▸ **Work to complete**: Give back each line of the listing below that contains the string "Naujoji".

▸ **Extracted data**:
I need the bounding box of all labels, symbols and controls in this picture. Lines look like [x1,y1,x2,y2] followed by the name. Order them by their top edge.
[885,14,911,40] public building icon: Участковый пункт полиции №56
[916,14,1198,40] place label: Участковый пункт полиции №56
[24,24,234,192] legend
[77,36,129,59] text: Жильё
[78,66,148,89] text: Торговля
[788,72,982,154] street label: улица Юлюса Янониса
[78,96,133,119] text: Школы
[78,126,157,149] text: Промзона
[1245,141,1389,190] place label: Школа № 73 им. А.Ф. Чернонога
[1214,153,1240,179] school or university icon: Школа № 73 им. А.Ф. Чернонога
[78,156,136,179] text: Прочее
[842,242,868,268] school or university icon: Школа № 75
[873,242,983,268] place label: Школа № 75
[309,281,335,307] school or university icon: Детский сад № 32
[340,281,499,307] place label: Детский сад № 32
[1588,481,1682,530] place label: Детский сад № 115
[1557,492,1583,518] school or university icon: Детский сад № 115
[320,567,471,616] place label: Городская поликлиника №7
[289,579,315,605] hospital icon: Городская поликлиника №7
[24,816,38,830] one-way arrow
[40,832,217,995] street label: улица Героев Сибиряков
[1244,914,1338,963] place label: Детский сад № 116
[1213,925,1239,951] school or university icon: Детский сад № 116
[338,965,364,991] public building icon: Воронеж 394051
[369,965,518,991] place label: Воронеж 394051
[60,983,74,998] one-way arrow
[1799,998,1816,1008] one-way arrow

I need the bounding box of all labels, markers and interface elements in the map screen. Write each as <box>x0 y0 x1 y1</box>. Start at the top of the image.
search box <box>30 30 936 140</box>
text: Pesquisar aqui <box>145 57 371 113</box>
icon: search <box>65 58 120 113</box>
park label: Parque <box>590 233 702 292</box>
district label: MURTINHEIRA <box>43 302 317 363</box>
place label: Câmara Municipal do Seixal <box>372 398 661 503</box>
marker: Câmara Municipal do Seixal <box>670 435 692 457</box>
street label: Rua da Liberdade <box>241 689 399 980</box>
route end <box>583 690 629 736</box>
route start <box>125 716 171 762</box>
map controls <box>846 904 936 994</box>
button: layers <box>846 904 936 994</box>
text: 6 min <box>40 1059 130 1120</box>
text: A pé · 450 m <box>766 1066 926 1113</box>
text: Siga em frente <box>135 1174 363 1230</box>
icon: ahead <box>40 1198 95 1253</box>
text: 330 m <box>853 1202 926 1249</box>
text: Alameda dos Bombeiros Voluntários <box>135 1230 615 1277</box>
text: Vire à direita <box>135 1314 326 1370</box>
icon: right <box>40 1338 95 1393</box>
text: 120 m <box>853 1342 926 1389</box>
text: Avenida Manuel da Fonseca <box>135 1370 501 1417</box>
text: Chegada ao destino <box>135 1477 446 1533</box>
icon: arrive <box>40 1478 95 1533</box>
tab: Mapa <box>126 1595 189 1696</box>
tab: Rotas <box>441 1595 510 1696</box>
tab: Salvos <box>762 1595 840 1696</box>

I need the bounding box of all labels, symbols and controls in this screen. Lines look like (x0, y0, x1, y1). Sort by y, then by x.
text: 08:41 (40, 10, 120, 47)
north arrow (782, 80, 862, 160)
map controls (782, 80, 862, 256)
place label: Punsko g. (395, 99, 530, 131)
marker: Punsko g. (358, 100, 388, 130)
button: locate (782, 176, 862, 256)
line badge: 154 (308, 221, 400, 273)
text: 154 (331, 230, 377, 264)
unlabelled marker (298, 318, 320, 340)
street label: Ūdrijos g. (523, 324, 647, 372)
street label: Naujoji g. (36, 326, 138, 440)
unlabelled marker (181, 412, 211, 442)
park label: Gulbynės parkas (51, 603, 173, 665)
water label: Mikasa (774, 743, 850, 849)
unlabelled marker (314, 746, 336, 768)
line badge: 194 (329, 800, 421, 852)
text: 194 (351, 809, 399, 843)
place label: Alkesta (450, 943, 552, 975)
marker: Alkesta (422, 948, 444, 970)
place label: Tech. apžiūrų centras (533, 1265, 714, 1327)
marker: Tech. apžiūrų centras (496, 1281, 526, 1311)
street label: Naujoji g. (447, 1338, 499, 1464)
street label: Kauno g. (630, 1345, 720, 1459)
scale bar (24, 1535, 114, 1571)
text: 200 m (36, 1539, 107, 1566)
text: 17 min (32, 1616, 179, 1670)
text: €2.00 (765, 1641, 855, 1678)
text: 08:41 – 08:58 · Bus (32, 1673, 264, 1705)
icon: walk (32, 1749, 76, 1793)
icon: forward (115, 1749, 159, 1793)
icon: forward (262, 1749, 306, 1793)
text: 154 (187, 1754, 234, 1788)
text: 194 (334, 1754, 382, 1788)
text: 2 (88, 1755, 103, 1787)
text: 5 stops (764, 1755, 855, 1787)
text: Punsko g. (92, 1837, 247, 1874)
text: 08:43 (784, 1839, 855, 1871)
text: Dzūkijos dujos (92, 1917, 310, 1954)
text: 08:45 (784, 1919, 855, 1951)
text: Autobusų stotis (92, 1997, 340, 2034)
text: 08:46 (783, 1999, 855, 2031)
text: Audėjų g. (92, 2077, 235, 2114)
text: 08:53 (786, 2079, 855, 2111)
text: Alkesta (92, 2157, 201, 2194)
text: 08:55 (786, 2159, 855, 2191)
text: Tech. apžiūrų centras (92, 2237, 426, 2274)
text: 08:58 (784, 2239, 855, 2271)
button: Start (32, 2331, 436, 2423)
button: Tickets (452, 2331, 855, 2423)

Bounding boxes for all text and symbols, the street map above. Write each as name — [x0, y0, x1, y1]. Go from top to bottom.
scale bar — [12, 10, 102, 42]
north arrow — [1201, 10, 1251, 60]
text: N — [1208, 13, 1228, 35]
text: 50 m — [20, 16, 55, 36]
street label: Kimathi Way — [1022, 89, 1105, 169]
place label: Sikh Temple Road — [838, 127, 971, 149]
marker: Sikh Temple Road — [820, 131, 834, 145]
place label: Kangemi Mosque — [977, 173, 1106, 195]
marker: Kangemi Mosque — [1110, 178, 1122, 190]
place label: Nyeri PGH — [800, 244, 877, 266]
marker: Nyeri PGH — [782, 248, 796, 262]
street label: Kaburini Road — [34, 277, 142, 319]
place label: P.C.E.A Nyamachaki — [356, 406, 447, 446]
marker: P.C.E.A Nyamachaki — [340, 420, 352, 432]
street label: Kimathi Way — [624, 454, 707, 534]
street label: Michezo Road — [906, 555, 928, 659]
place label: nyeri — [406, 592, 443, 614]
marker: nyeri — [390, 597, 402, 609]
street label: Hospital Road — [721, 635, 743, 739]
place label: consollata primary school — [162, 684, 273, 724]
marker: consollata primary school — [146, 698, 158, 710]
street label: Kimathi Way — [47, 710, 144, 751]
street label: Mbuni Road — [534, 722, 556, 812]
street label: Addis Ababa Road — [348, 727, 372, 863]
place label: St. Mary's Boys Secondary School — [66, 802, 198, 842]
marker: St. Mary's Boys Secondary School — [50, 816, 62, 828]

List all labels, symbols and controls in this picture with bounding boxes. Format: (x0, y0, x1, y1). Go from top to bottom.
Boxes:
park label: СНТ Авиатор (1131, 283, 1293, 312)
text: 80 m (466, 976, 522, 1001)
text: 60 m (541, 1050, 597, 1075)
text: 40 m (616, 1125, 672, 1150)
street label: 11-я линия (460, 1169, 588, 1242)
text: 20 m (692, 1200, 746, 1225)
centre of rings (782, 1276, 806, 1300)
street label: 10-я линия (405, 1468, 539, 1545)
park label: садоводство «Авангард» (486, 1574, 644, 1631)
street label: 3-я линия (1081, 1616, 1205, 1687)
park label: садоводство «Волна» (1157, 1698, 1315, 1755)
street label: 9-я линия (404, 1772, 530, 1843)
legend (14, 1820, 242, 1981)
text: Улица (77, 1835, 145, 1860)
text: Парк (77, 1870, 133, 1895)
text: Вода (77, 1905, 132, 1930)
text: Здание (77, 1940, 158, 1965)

▸ **Response to the exercise**:
street label: Naujoji g. (36, 326, 138, 440)
street label: Naujoji g. (447, 1338, 499, 1464)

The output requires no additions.